I have a sneaking suspicion that it might be due to doing an upgrade install rather than doing a fresh install - I'll wait and see if it keeps behaving itself.
Backing up the various systems around the house has been something that has been looked into lately, too. I have purchased a new external hard drive to replace the old one, that is now getting a bit old. Following on from discussions on the Overclockers Australia forums, I have been trialling Crashplan, a backup service that allows you to back up to local folders or attached drives, other computers on a network, other people's PCs, or their own online backup service. It is more concerned with backing up data, rather than complete system images, so that's what I use it for.
It has enabled me to get around some of Windows 7 Home Premium's limitations about backing up to a network. The setup I have now for my wife's Windows 7 PC is that the standard windows backup runs, sending its data to a small external drive attached to it.

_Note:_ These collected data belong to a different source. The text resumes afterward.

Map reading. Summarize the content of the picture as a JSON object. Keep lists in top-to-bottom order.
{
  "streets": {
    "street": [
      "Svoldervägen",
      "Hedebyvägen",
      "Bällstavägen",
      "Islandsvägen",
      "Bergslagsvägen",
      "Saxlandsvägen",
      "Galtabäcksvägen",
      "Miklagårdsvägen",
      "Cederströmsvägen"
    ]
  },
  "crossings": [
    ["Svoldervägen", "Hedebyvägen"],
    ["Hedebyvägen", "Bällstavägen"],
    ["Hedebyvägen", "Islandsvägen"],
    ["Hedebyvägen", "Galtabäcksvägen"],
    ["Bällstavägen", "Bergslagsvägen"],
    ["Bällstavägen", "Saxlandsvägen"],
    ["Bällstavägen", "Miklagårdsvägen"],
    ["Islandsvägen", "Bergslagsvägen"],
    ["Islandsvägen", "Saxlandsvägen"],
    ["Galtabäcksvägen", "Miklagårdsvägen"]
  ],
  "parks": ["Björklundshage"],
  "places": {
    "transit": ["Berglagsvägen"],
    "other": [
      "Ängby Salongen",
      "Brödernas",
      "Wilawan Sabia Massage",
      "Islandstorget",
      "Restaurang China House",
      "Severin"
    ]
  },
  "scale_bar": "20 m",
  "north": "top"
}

Supplementing that is Crashplan, that backs up documents, photos, music and the like to the new external drive attached to my PC, giving a bit of redundancy.
My own PC has a regular backup scheduled via backintime to get most of the system data, and Crashplan to back up the music, photos, documents and the like.
On all machines, these are scheduled to run daily with the exception of the windows system backup that is set for weekly running.
I haven't yet decided whether to take the plunge and purchase the Pro version of Crashplan, or to enable the online backup component. I'm just waiting to see how the software behaves itself - I have overcome one particularly nasty teething problem.
Sometimes when my Linux machine boots, if the external drive hasn't mounted in time, Crashplan would decide to re-create the backup directory on the system partition and try to back up ~140GB of data to it. I've fortunately managed to catch it in the act and stop it before anything nasty happened, but it made me hesitant to make the purchase. I am not the only one who has had the problem, as this support forum thread describes.
I tried a couple of fixes - one was to change the program setting to only allow it to run between certain times, so the machine would be on, and the drive mounted in time, before it starts. This worked well until a few days later when I came home late from work and booted the PC. Backup to system partition happened again. I tried editing the startup scripts, adding a "sleep 20" command, to delay the program from starting until the drive was mounted. I thought this was the solution, until I one day turned the PC on and walked away to do something else. I came back, logged in, and realised the drive wasn't mounting until after I did that. Crashplan started as soon as the 20 second delay ran out, which turned out to be before my login.
The final solution, and I think this has nailed it, was to add an entry for the external hard drive in the /etc/fstab file. This now mounts the drive straight after it mounts the other, internal drives, and well before the Crashplan engine starts. Since the external drive is a semi-permanene attachment to the PC, it works for me.
I may yet start using the online backup - the only issue now is the matter of uploading nearly 200GB total over a 512 kilobit upload link, with uploads counted towards my data allowance. This would have to be spread out over a couple of months of uploading at a throttled speed.
Overall, I'm pretty happy with Crashplan so far. It supports Windows, OSX and Linux, which is rare. The clients all find and connect to each other with a minimum of hassle as well. It would be good having some peace of mind that all our photos and documents would survive if the house burnt down or something.